*** Exercise input ***

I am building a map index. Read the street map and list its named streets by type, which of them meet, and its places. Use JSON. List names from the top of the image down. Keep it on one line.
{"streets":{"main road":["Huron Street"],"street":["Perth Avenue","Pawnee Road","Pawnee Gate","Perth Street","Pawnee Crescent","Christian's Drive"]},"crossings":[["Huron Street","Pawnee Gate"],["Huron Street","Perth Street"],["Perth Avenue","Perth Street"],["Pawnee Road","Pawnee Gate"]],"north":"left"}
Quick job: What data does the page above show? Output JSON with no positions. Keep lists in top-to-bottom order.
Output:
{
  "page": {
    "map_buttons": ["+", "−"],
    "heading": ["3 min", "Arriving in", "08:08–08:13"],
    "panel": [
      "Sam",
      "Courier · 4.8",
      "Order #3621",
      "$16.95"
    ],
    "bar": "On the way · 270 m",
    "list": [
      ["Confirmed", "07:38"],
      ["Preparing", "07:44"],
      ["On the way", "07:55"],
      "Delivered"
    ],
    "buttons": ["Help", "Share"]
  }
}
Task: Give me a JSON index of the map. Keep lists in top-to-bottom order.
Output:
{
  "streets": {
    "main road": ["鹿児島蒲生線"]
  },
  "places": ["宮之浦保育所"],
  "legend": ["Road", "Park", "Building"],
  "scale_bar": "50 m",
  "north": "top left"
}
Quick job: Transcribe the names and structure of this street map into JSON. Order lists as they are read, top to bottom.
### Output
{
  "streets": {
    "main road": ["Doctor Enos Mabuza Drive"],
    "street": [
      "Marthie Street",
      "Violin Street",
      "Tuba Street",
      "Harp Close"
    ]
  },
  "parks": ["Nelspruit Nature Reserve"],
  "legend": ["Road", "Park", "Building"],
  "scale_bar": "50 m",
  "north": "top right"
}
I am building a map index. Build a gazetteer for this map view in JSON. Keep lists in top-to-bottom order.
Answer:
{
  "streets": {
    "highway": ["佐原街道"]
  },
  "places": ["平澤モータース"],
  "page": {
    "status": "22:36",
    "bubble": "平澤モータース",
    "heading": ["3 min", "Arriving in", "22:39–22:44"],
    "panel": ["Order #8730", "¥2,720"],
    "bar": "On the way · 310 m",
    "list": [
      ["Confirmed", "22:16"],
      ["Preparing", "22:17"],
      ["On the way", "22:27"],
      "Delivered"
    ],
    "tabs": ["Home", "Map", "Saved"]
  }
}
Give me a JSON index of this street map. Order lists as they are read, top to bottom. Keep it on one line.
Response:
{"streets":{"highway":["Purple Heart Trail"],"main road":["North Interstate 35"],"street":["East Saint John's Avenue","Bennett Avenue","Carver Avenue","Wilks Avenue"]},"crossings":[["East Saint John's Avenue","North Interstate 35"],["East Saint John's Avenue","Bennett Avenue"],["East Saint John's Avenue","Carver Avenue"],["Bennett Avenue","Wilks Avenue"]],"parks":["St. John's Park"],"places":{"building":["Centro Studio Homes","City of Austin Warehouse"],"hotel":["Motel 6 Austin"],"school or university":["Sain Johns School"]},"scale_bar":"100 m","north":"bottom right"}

*** End of Exercise input ***

**Task item**.
Your reply should be all of the data, returned exactly.

**Final answer**.
I am building a map index. Read the street map and list its named streets by type, which of them meet, and its places. Use JSON. List names from the top of the image down. Keep it on one line.
{"streets":{"main road":["Huron Street"],"street":["Perth Avenue","Pawnee Road","Pawnee Gate","Perth Street","Pawnee Crescent","Christian's Drive"]},"crossings":[["Huron Street","Pawnee Gate"],["Huron Street","Perth Street"],["Perth Avenue","Perth Street"],["Pawnee Road","Pawnee Gate"]],"north":"left"}
Quick job: What data does the page above show? Output JSON with no positions. Keep lists in top-to-bottom order.
Output:
{
  "page": {
    "map_buttons": ["+", "−"],
    "heading": ["3 min", "Arriving in", "08:08–08:13"],
    "panel": [
      "Sam",
      "Courier · 4.8",
      "Order #3621",
      "$16.95"
    ],
    "bar": "On the way · 270 m",
    "list": [
      ["Confirmed", "07:38"],
      ["Preparing", "07:44"],
      ["On the way", "07:55"],
      "Delivered"
    ],
    "buttons": ["Help", "Share"]
  }
}
Task: Give me a JSON index of the map. Keep lists in top-to-bottom order.
Output:
{
  "streets": {
    "main road": ["鹿児島蒲生線"]
  },
  "places": ["宮之浦保育所"],
  "legend": ["Road", "Park", "Building"],
  "scale_bar": "50 m",
  "north": "top left"
}
Quick job: Transcribe the names and structure of this street map into JSON. Order lists as they are read, top to bottom.
### Output
{
  "streets": {
    "main road": ["Doctor Enos Mabuza Drive"],
    "street": [
      "Marthie Street",
      "Violin Street",
      "Tuba Street",
      "Harp Close"
    ]
  },
  "parks": ["Nelspruit Nature Reserve"],
  "legend": ["Road", "Park", "Building"],
  "scale_bar": "50 m",
  "north": "top right"
}
I am building a map index. Build a gazetteer for this map view in JSON. Keep lists in top-to-bottom order.
Answer:
{
  "streets": {
    "highway": ["佐原街道"]
  },
  "places": ["平澤モータース"],
  "page": {
    "status": "22:36",
    "bubble": "平澤モータース",
    "heading": ["3 min", "Arriving in", "22:39–22:44"],
    "panel": ["Order #8730", "¥2,720"],
    "bar": "On the way · 310 m",
    "list": [
      ["Confirmed", "22:16"],
      ["Preparing", "22:17"],
      ["On the way", "22:27"],
      "Delivered"
    ],
    "tabs": ["Home", "Map", "Saved"]
  }
}
Give me a JSON index of this street map. Order lists as they are read, top to bottom. Keep it on one line.
Response:
{"streets":{"highway":["Purple Heart Trail"],"main road":["North Interstate 35"],"street":["East Saint John's Avenue","Bennett Avenue","Carver Avenue","Wilks Avenue"]},"crossings":[["East Saint John's Avenue","North Interstate 35"],["East Saint John's Avenue","Bennett Avenue"],["East Saint John's Avenue","Carver Avenue"],["Bennett Avenue","Wilks Avenue"]],"parks":["St. John's Park"],"places":{"building":["Centro Studio Homes","City of Austin Warehouse"],"hotel":["Motel 6 Austin"],"school or university":["Sain Johns School"]},"scale_bar":"100 m","north":"bottom right"}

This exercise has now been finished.